Aim of the exercise – Return the whole of the data exactly.

((

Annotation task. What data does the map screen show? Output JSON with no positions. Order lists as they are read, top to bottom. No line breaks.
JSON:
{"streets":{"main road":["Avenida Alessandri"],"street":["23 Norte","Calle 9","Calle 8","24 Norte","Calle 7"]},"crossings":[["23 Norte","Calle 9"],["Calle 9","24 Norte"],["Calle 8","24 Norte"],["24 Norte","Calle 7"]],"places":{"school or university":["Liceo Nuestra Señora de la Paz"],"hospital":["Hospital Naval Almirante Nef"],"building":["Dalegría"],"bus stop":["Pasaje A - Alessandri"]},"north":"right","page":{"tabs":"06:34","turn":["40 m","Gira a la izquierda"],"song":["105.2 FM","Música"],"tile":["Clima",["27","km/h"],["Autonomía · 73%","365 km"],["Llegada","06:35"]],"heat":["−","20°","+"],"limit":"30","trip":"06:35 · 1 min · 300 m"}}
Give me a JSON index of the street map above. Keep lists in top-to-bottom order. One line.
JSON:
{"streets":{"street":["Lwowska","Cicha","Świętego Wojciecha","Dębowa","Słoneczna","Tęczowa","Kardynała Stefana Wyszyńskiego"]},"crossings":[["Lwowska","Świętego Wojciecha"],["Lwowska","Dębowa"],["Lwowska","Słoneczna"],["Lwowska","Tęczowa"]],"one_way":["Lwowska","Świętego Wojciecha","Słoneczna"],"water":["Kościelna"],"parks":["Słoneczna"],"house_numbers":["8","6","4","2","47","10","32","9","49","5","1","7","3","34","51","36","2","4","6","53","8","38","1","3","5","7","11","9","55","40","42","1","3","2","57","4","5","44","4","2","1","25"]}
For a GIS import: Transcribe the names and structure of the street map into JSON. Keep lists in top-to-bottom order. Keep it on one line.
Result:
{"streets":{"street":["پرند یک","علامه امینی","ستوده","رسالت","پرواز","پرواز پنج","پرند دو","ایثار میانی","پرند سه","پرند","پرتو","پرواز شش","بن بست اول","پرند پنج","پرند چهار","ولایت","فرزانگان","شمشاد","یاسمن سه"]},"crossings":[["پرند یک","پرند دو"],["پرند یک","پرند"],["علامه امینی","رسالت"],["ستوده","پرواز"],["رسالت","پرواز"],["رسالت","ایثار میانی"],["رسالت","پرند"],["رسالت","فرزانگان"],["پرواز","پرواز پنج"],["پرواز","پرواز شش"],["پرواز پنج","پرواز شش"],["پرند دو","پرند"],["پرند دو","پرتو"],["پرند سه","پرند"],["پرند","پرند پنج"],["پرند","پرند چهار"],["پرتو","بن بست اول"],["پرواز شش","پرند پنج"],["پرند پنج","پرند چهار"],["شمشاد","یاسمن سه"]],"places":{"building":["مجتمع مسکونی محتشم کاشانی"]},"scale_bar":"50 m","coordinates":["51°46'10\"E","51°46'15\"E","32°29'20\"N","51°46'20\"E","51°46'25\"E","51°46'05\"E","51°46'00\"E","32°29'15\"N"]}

))

Result of this task –
Annotation task. What data does the map screen show? Output JSON with no positions. Order lists as they are read, top to bottom. No line breaks.
JSON:
{"streets":{"main road":["Avenida Alessandri"],"street":["23 Norte","Calle 9","Calle 8","24 Norte","Calle 7"]},"crossings":[["23 Norte","Calle 9"],["Calle 9","24 Norte"],["Calle 8","24 Norte"],["24 Norte","Calle 7"]],"places":{"school or university":["Liceo Nuestra Señora de la Paz"],"hospital":["Hospital Naval Almirante Nef"],"building":["Dalegría"],"bus stop":["Pasaje A - Alessandri"]},"north":"right","page":{"tabs":"06:34","turn":["40 m","Gira a la izquierda"],"song":["105.2 FM","Música"],"tile":["Clima",["27","km/h"],["Autonomía · 73%","365 km"],["Llegada","06:35"]],"heat":["−","20°","+"],"limit":"30","trip":"06:35 · 1 min · 300 m"}}
Give me a JSON index of the street map above. Keep lists in top-to-bottom order. One line.
JSON:
{"streets":{"street":["Lwowska","Cicha","Świętego Wojciecha","Dębowa","Słoneczna","Tęczowa","Kardynała Stefana Wyszyńskiego"]},"crossings":[["Lwowska","Świętego Wojciecha"],["Lwowska","Dębowa"],["Lwowska","Słoneczna"],["Lwowska","Tęczowa"]],"one_way":["Lwowska","Świętego Wojciecha","Słoneczna"],"water":["Kościelna"],"parks":["Słoneczna"],"house_numbers":["8","6","4","2","47","10","32","9","49","5","1","7","3","34","51","36","2","4","6","53","8","38","1","3","5","7","11","9","55","40","42","1","3","2","57","4","5","44","4","2","1","25"]}
For a GIS import: Transcribe the names and structure of the street map into JSON. Keep lists in top-to-bottom order. Keep it on one line.
Result:
{"streets":{"street":["پرند یک","علامه امینی","ستوده","رسالت","پرواز","پرواز پنج","پرند دو","ایثار میانی","پرند سه","پرند","پرتو","پرواز شش","بن بست اول","پرند پنج","پرند چهار","ولایت","فرزانگان","شمشاد","یاسمن سه"]},"crossings":[["پرند یک","پرند دو"],["پرند یک","پرند"],["علامه امینی","رسالت"],["ستوده","پرواز"],["رسالت","پرواز"],["رسالت","ایثار میانی"],["رسالت","پرند"],["رسالت","فرزانگان"],["پرواز","پرواز پنج"],["پرواز","پرواز شش"],["پرواز پنج","پرواز شش"],["پرند دو","پرند"],["پرند دو","پرتو"],["پرند سه","پرند"],["پرند","پرند پنج"],["پرند","پرند چهار"],["پرتو","بن بست اول"],["پرواز شش","پرند پنج"],["پرند پنج","پرند چهار"],["شمشاد","یاسمن سه"]],"places":{"building":["مجتمع مسکونی محتشم کاشانی"]},"scale_bar":"50 m","coordinates":["51°46'10\"E","51°46'15\"E","32°29'20\"N","51°46'20\"E","51°46'25\"E","51°46'05\"E","51°46'00\"E","32°29'15\"N"]}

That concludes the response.